Carillion has confirmed work for 64 percent of their total workforce following the group’s liquidation.

The Official Receiver, who is handling the company’s collapse, has said that 11,637 jobs have been saved, with a further 2,303 being made redundant.

An additional 1,115 employees have left Carillion through finding new employment elsewhere, retirement or for other reasons.

The news comes following Shadow Chancellor John McDonnell’s pledge to crack down on similar situations occurring with other large accountancy firms.

“There will be no more Carillion scandals on Labour’s watch,” he said on Sunday.

The construction giant employs 43,000 staff globally, with half of them in the UK. The firm issued three profit warnings in just five months and had £900 million in a debt pile and £600 million of pension deficit.

A report into the collapse of Carillion by parliament blamed directors for the company’s collapse, describing how Richard Adam, the chief financial officer “resolutely refused to make adequate contributions to the company’s pension schemes, which he considered a ‘waste of money’

“Same old story. Same old greed. A board of directors too busy stuffing their mouths with gold to show any concern for the welfare of their workforce or their pensioners,” said Frank Field, chair of the work and pension committee.

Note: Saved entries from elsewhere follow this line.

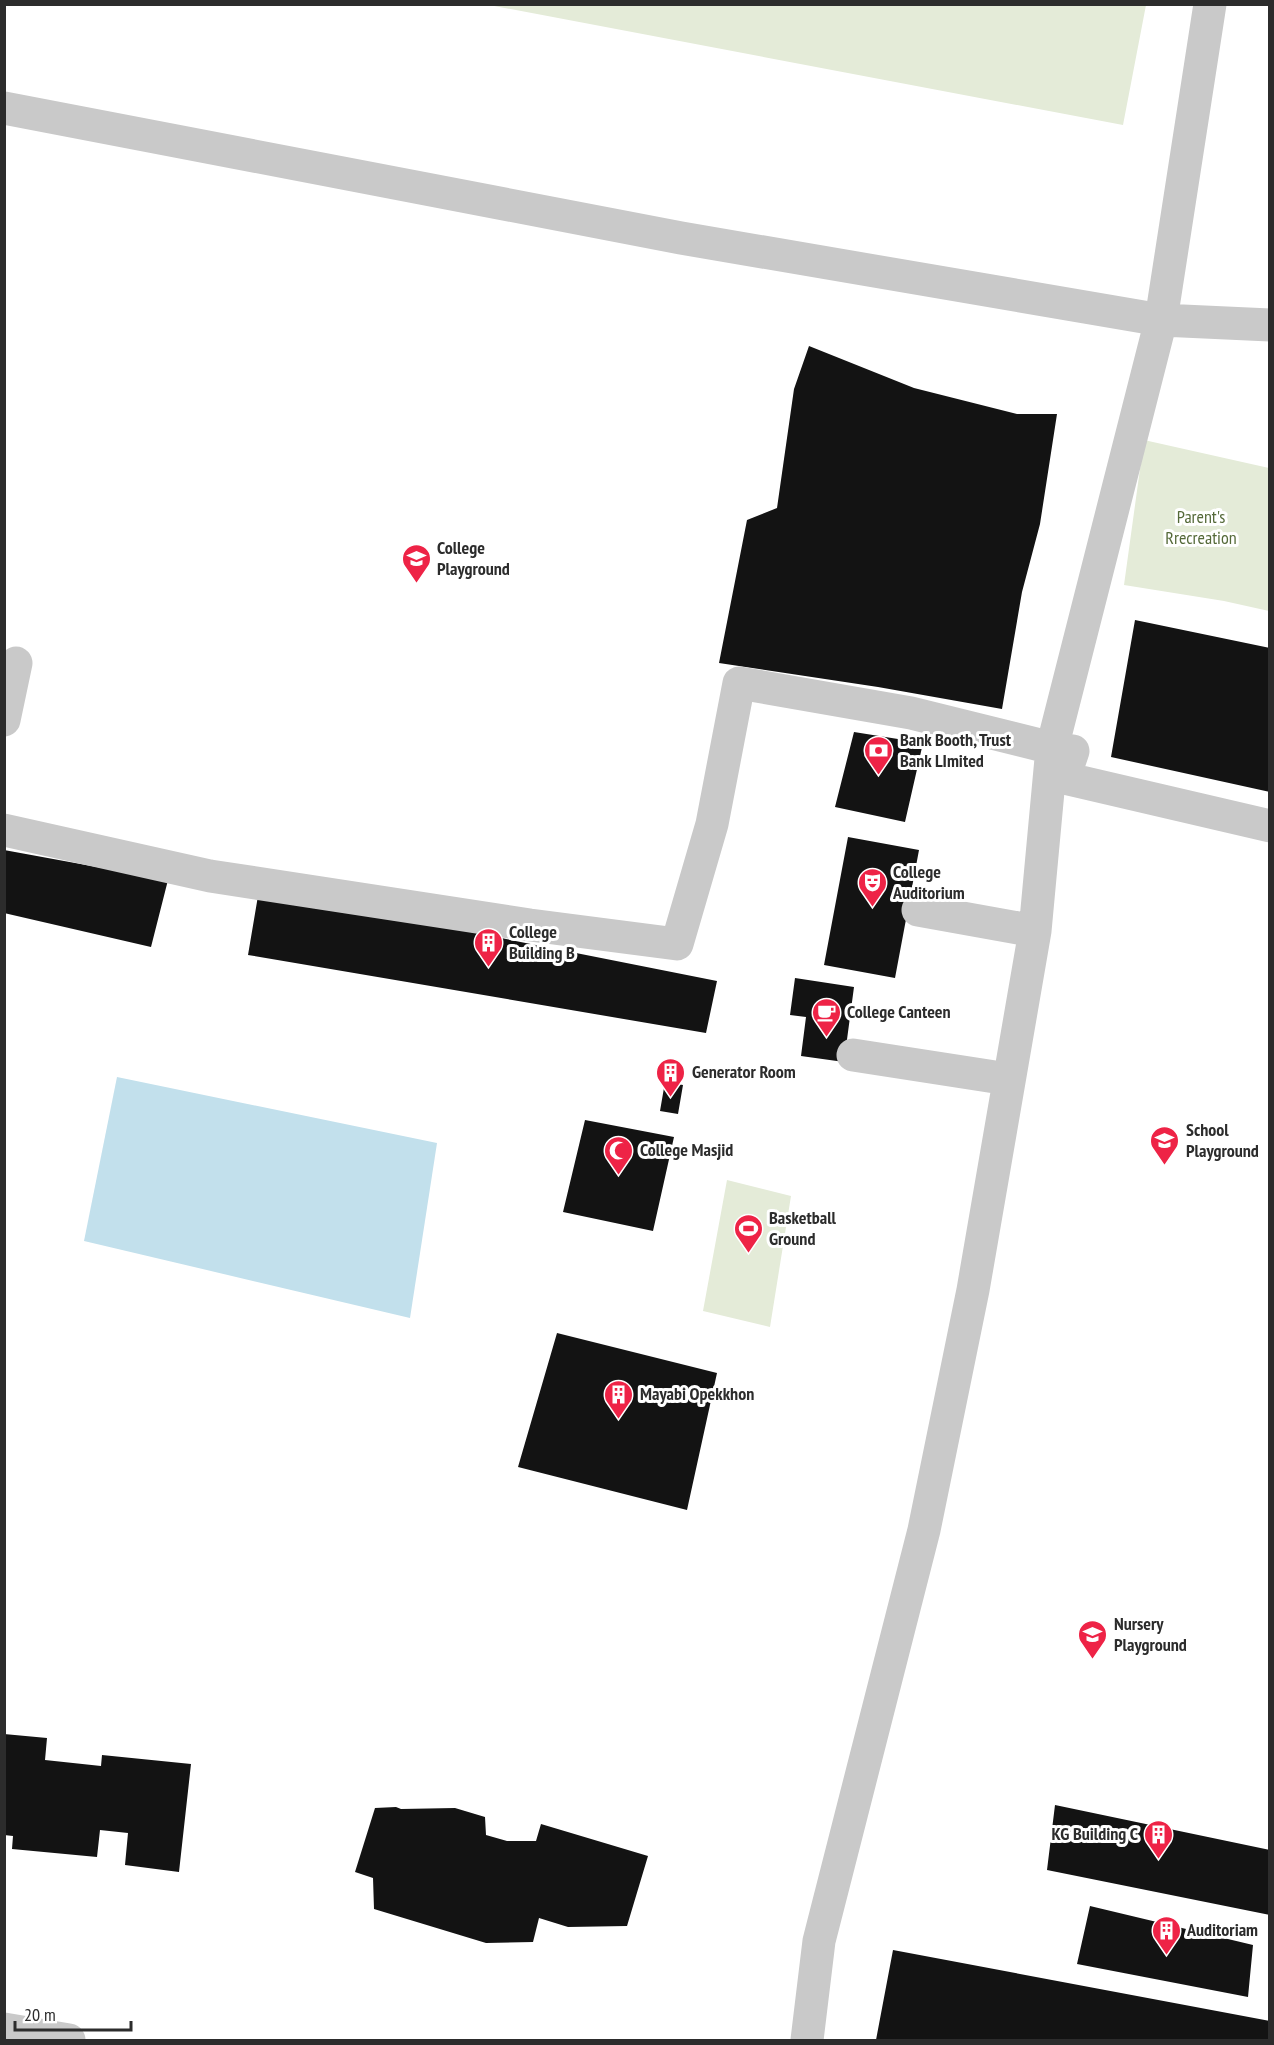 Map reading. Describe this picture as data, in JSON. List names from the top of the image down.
{
  "parks": ["Parent's Rrecreation"],
  "places": {
    "school or university": ["College Playground", "School Playground", "Nursery Playground"],
    "bank": ["Bank Booth, Trust Bank LImited"],
    "theatre": ["College Auditorium"],
    "building": [
      "College Building B",
      "Generator Room",
      "Mayabi Opekkhon",
      "KG Building C",
      "Auditoriam"
    ],
    "cafe": ["College Canteen"],
    "mosque": ["College Masjid"],
    "sports": ["Basketball Ground"]
  },
  "scale_bar": "20 m"
}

Directors of the group were seen to put their own financial rewards ahead of any other concerns faced by the company. The report explained how directors prioritised their bonus payouts as approached collapse.

The report also claimed that KPMG had been “complicit” in signing off Carillion’s “fantastical figures”. 

A KPMG spokesperson said: “We believe we conducted our audit appropriately. However, it’s only right that following a corporate collapse of such size and significance, the necessary investigations are performed. Auditing large and complex businesses involves many judgments and we will continue to cooperate with the FRC’s ongoing investigation.

“We welcome any future review of our profession. If we consider how the profession has changed in the last decade […] it is clear there is a need for us to look closely at our business models.”